Our Theory of Change
WABA acquires, manages, and distributes our limited resources in ways that align to our values and best serve the people and communities in our region. And when we’re successful, our transportation system looks different — easier to use, accessible to everyone, more affordable, and climate-resilient — and more people join us for the ride.
To build public support and encourage more people to become champions for a better transportation system, we know the simple act of bicycling can change everything. Here’s how we think about it:
Riding bikes helps people see the need for safe places to ride: multi-use trails and low-stress protected bike lanes that get them where they want to go. When our cities and counties and states build safer places to ride, more people will get on a bike. And then, when more people ride, demand for better streets and connected trails rises too.
WABA steps in at two key places along that spectrum: first, we give people the tools and resources to have a great ride, from teaching someone to ride for the very first time to helping them navigate a tricky multi-modal commute. Second, we organize community members who demand better places to ride, and ensure that our region’s leaders respond to our pressure and build better places to bike. We’re simultaneously building demand and the physical space we need to make our region more just and sustainable.
A Just and Sustainable Transportation System
At WABA, when we talk about a just transportation system, we are talking about transportation equity.
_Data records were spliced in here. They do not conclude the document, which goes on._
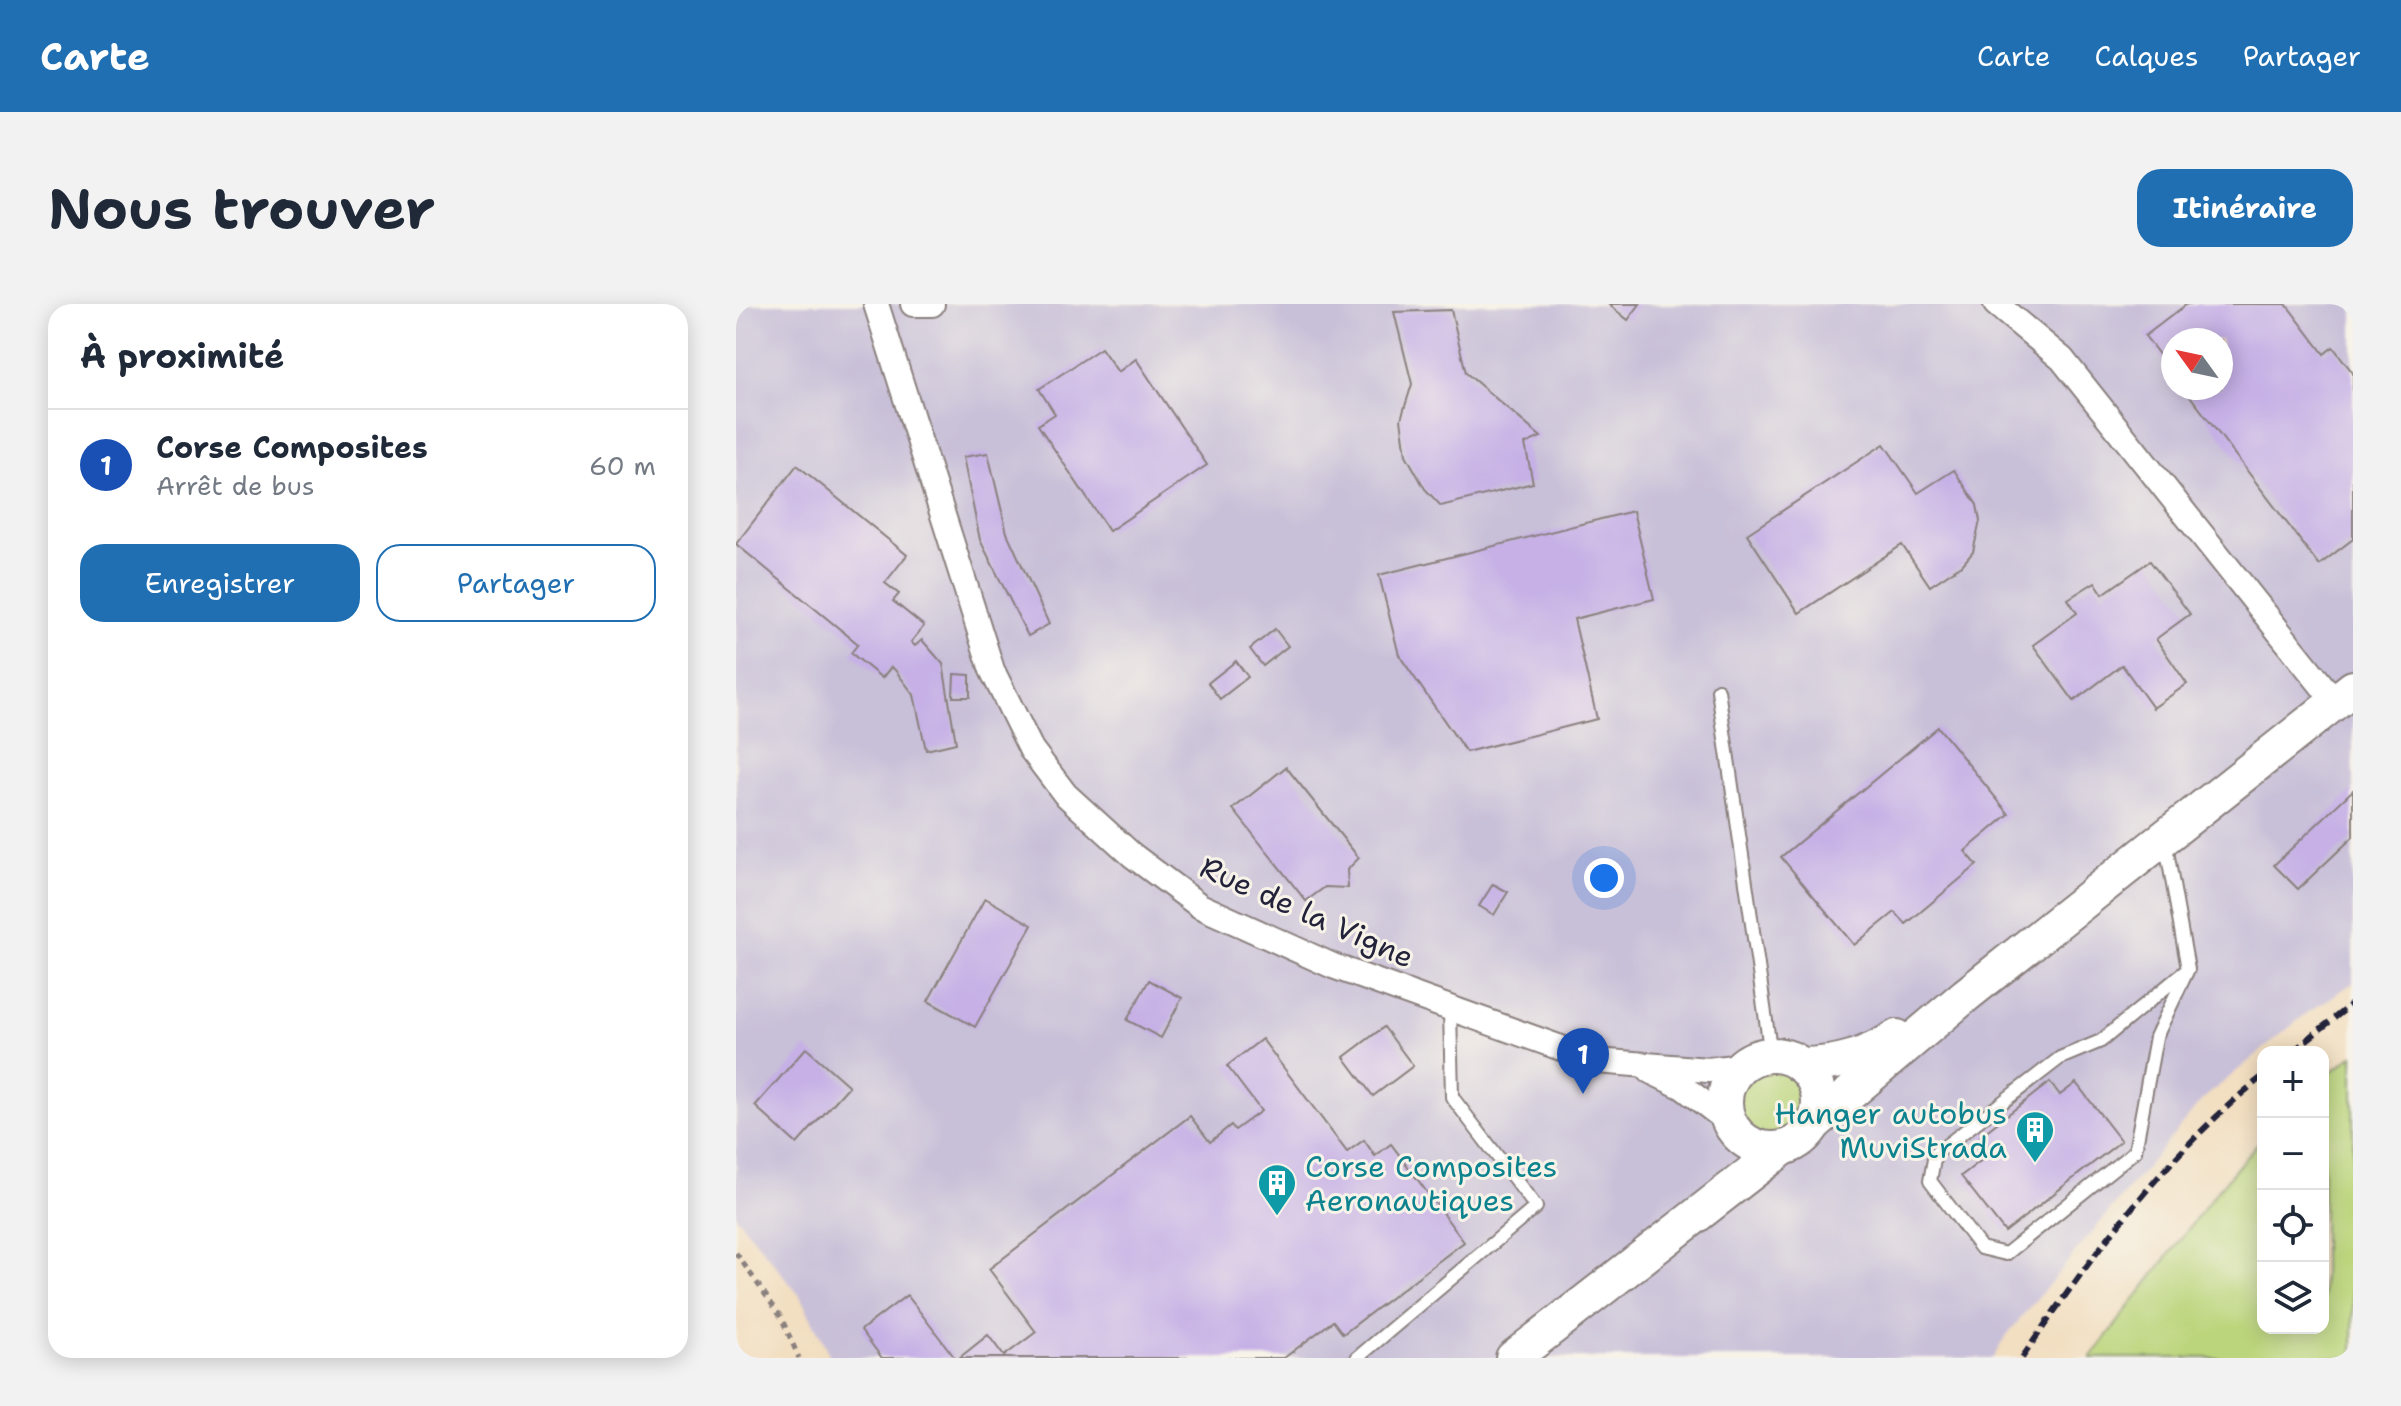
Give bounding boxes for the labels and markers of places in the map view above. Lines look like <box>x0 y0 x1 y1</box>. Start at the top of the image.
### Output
pin: 1 <box>1557 1028 1609 1094</box>
place label: Hanger autobus MuviStrada <box>1774 1093 2007 1168</box>
building icon: Hanger autobus MuviStrada <box>2014 1109 2056 1164</box>
place label: Corse Composites Aeronautiques <box>1305 1146 1557 1221</box>
building icon: Corse Composites Aeronautiques <box>1256 1162 1298 1217</box>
Transportation equity means that who you are doesn’t limit how you get around. In an equitable transportation system, your identity and experience—your race, gender, or ability; how much money you have, and where you live—don’t affect whether you can use safe, comfortable multimodal transportation options.
We are not there yet. The work of achieving transportation equity begins with addressing past and present harm. For a century, cities and towns across the country used transportation planning as a tool to divide, exclude and displace communities of color—by underinvesting in basic services like sidewalks and transit, by disconnecting street grids, and by bulldozing neighborhoods to build highways.
That planning is the foundation for the streets, sidewalks and transit systems we still use today. And they don’t do what they’re supposed to do: they don’t keep people safe, and they don’t get people where they need to go. The mobility our transportation network provides and the safety and health burdens it creates are unjustly distributed. Every change to transportation infrastructure, services, and policy must account for these injustices—and repair them.
At WABA, we know that bicycling is just one piece of our region’s transportation puzzle, and our fight for safer streets is part of a larger fight to make our entire transportation system more just.
And we know that an unjust transportation system is also an unsustainable one. The communities that are often forced into cars because of our historic failures also suffer the greatest impacts of a car-centric culture: disproportionately high rates of traffic crashes and deaths, higher rates of asthma, greater exposure to pollutants, and more.
Many jurisdictions in the Washington, DC region have visionary climate goals, ahead of many American cities. While it can be difficult to feel optimistic under the very real weight of climate catastrophe, it’s absolutely essential we move away from the culture that single occupancy vehicles are the default way to get around. Building protected bike infrastructure and connected trails make getting out of a car an easy choice, and it’s actionable.